### Try it:
Through to the final line, write out the records below exactly, omitting any images they contain.

### Material supplied:
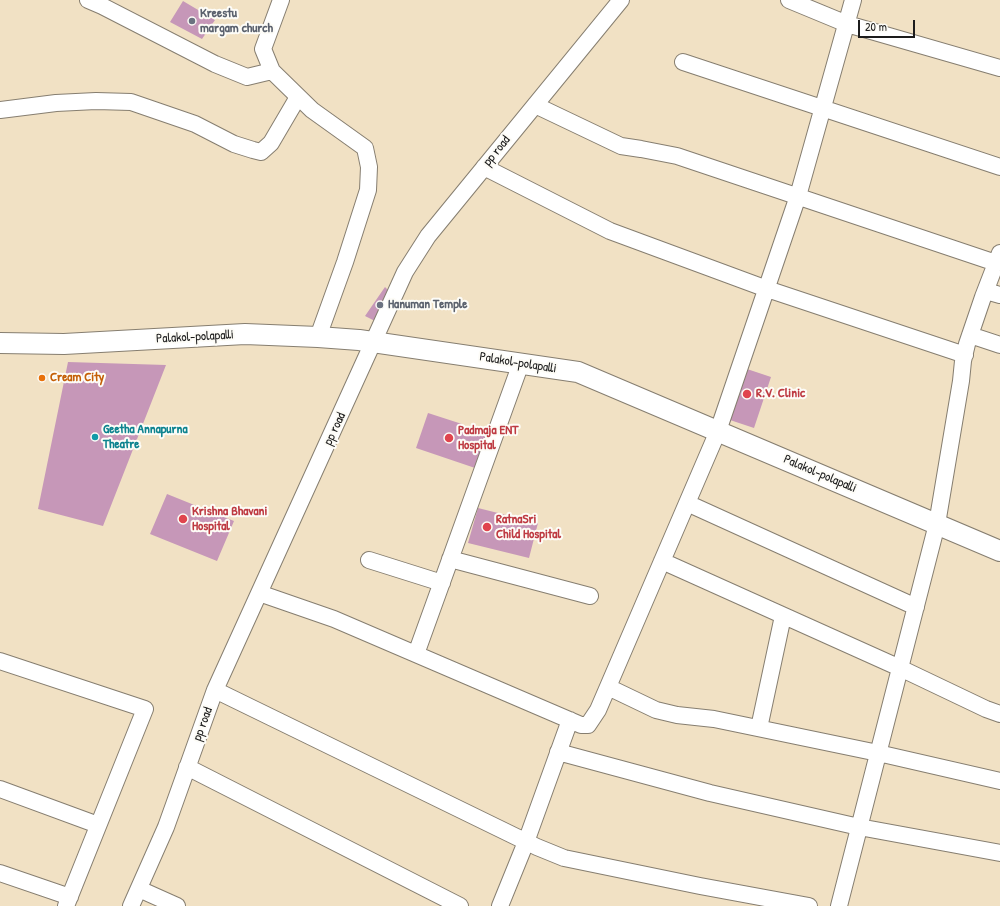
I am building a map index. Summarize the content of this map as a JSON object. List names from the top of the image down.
{
  "streets": {
    "street": ["pp road", "Palakol-polapalli"]
  },
  "crossings": [
    ["pp road", "Palakol-polapalli"]
  ],
  "places": [
    "Kreestu margam church",
    "Hanuman Temple",
    "Cream City",
    "R.V. Clinic",
    "Geetha Annapurna Theatre",
    "Padmaja ENT Hospital",
    "Krishna Bhavani Hospital",
    "RatnaSri Child Hospital"
  ],
  "scale_bar": "20 m"
}
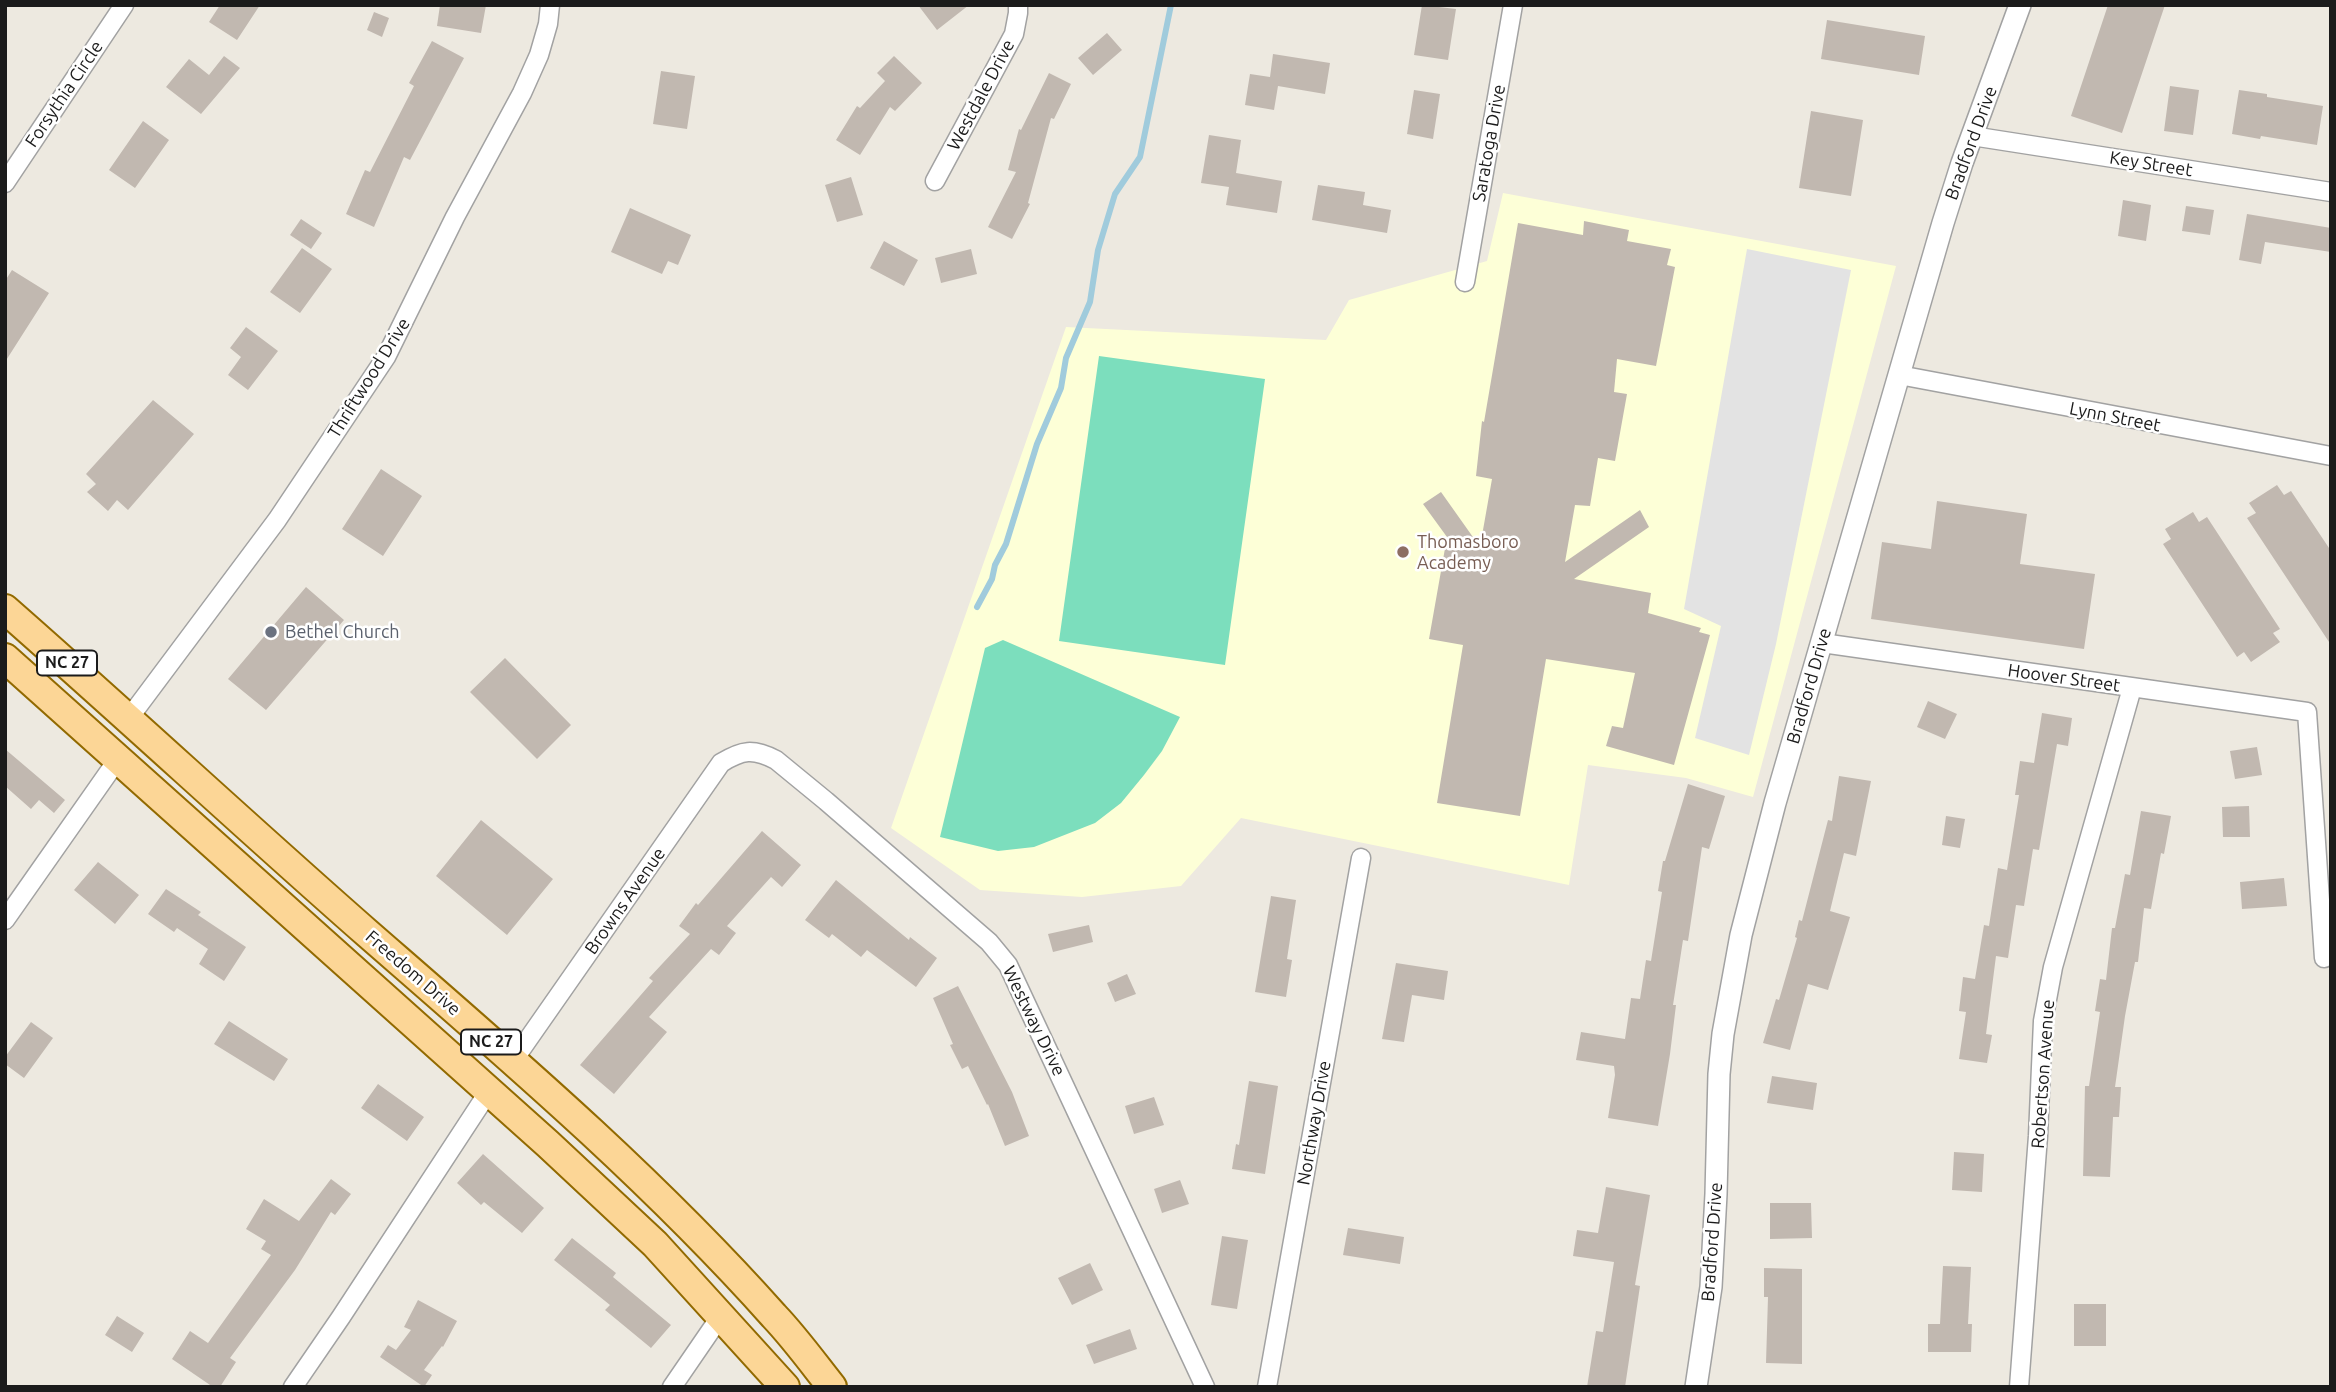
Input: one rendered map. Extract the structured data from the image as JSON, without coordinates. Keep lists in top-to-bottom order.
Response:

### Response below:
I am building a map index. Summarize the content of this map as a JSON object. List names from the top of the image down.
{
  "streets": {
    "street": ["pp road", "Palakol-polapalli"]
  },
  "crossings": [
    ["pp road", "Palakol-polapalli"]
  ],
  "places": [
    "Kreestu margam church",
    "Hanuman Temple",
    "Cream City",
    "R.V. Clinic",
    "Geetha Annapurna Theatre",
    "Padmaja ENT Hospital",
    "Krishna Bhavani Hospital",
    "RatnaSri Child Hospital"
  ],
  "scale_bar": "20 m"
}
Input: one rendered map. Extract the structured data from the image as JSON, without coordinates. Keep lists in top-to-bottom order.
Response:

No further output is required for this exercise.